Tanaka passed the bag to McKenzie. “Dispose of this and instruct the nurse to get another one ready.”

McKenzie looked at me for confirmation.

Tanaka snorted. “That is, assuming you think keeping the president alive is a good idea.”

I nodded at McKenzie. “Go ahead. I’m not going anywhere.”

McKenzie gave us each a hard look, thought about refusing, and then complied. He walked out and Tanaka closed the door behind him.

I had my first question ready before he let go of the handle. “Who is Hannah?”

Tanaka’s shoulders slumped and his posture crumpled over. He turned and his glistened. Not crying. No tears. But sadness? Yes. Grief? Definitely.

“She was your daughter.”

The confirmation of my own belief was like a leg placed under a table. There were still three missing and it didn’t function like it was supposed to, but it was something.

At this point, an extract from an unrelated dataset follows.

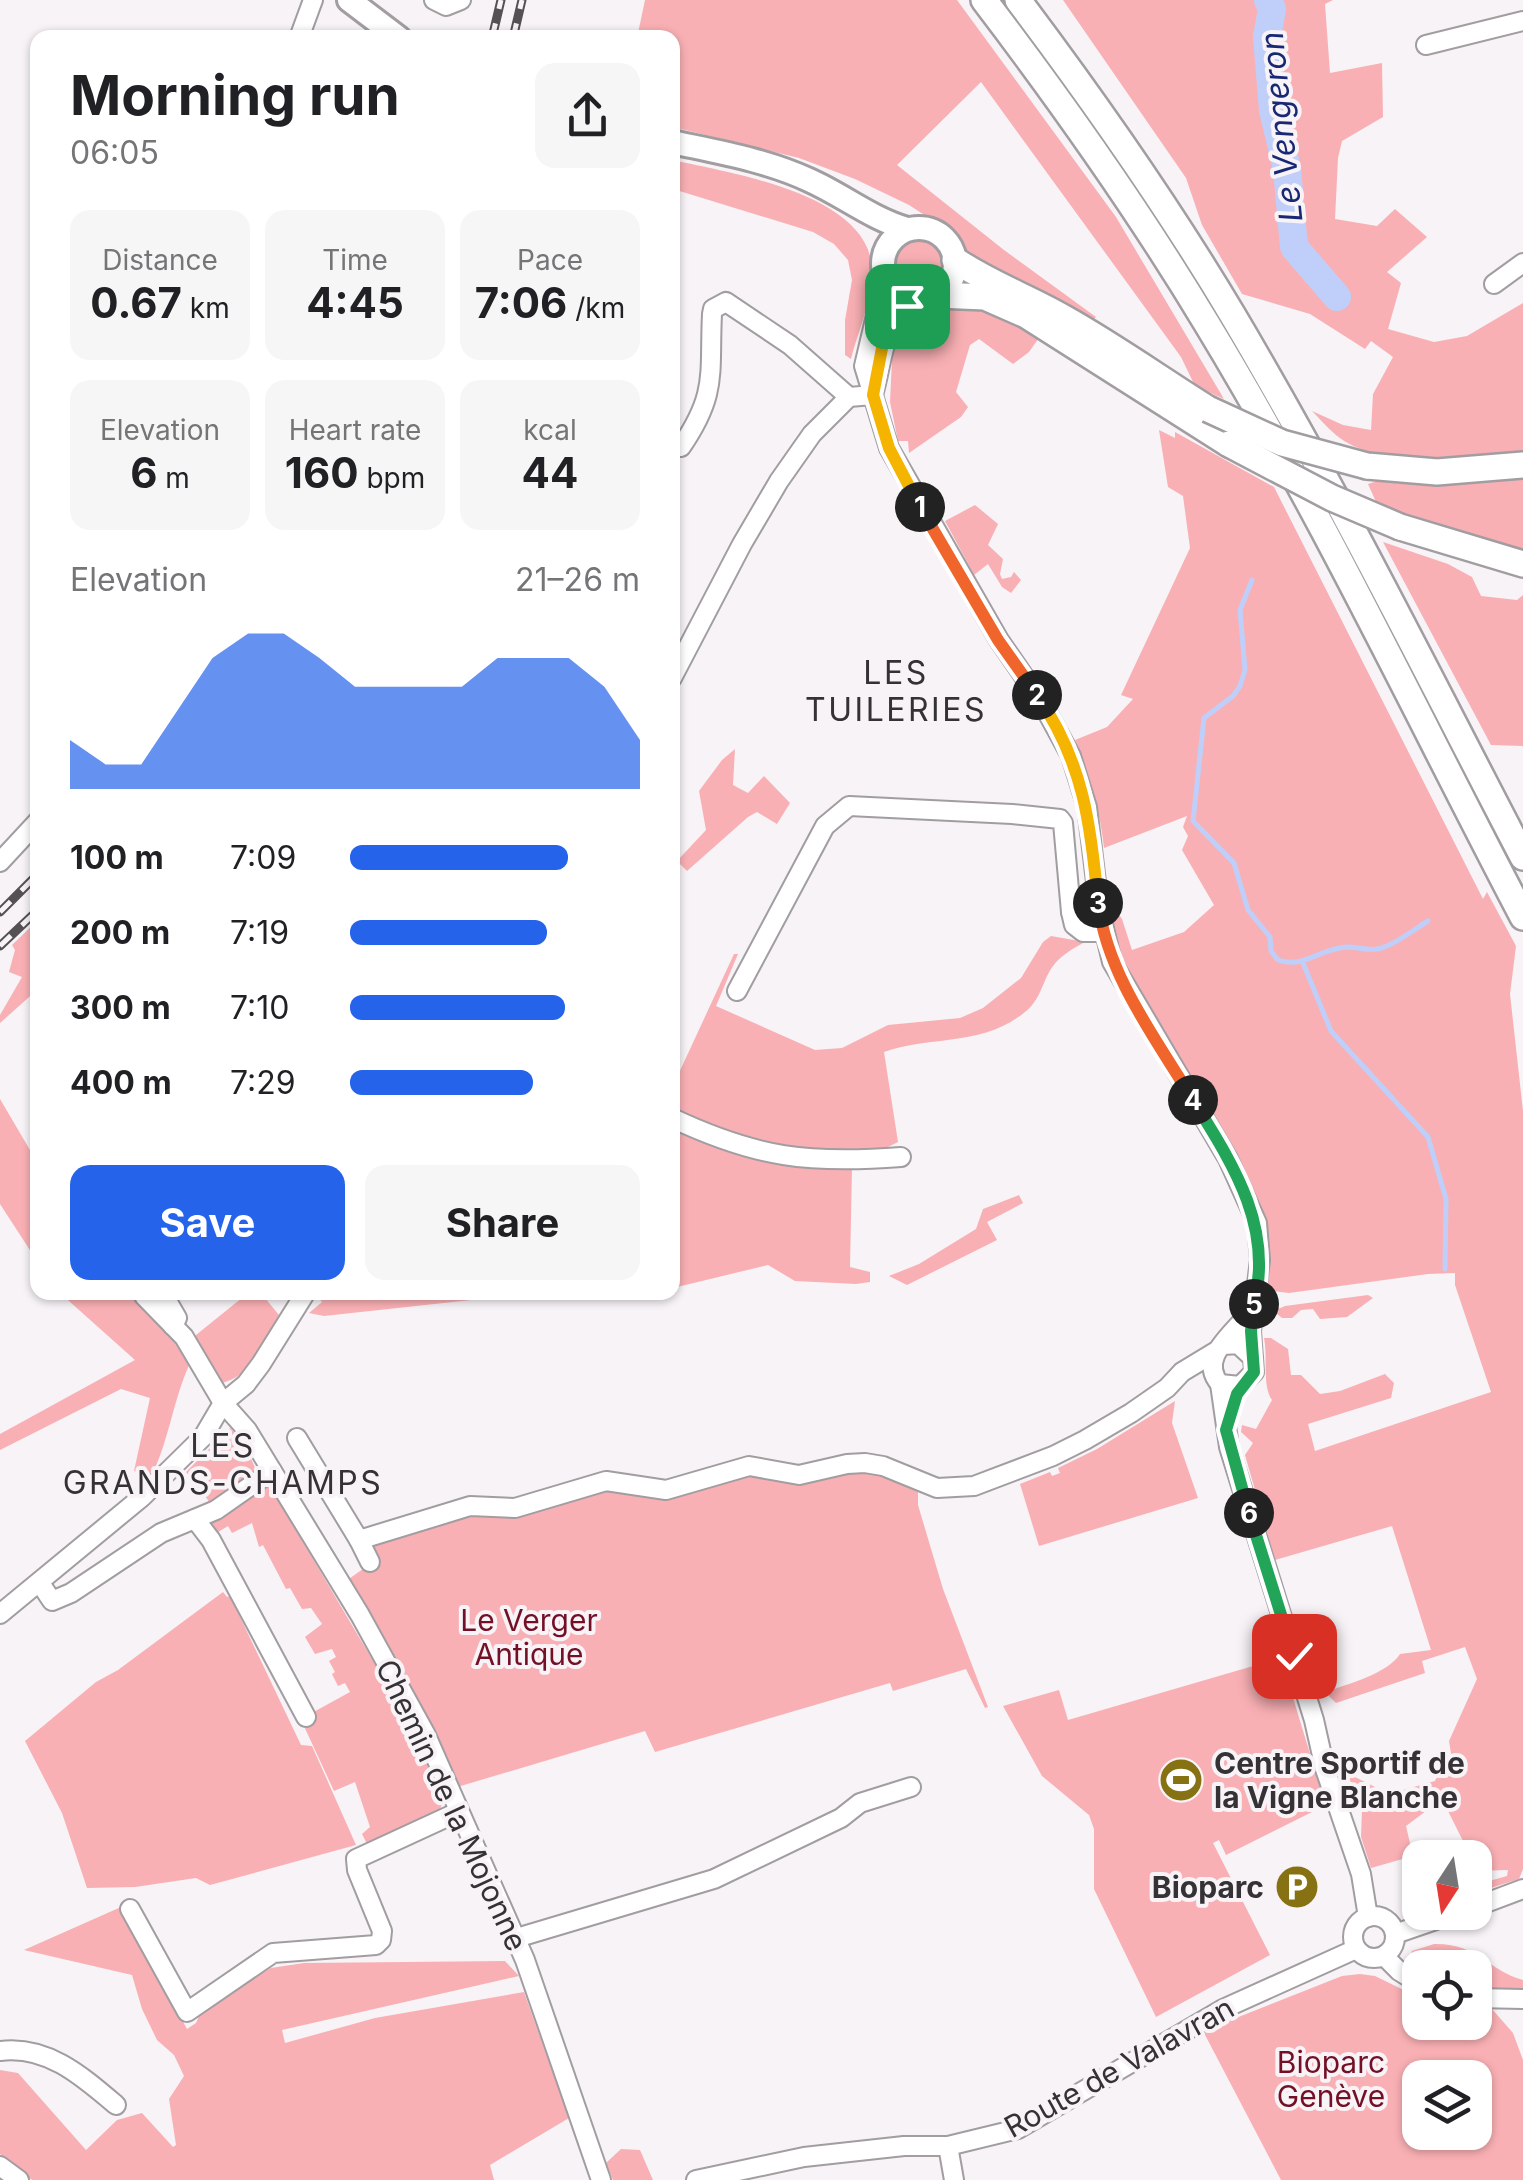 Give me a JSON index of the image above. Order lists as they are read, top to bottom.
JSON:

It was a tangible improvement over the status before.

Wait.

Was.

He’d said was.

“What do you mean was?”

“She’s no longer with us.”

The fleeting vision of her cherub face skipped across the surface of my mind. To think that sweet face no longer lived twisted my insides up. “How did she die?”

“I don’t know. I’m not privy to that information.”

“Why not?”

“It was a top secret mission. The kind of thing only a select few know about. I am not one of them.”

“Who would know?”

Tanaka pushed his slipping glasses back up. “I would’ve expected you to know, Sir. The fact that you don’t is worrying. We need that scan immediately.”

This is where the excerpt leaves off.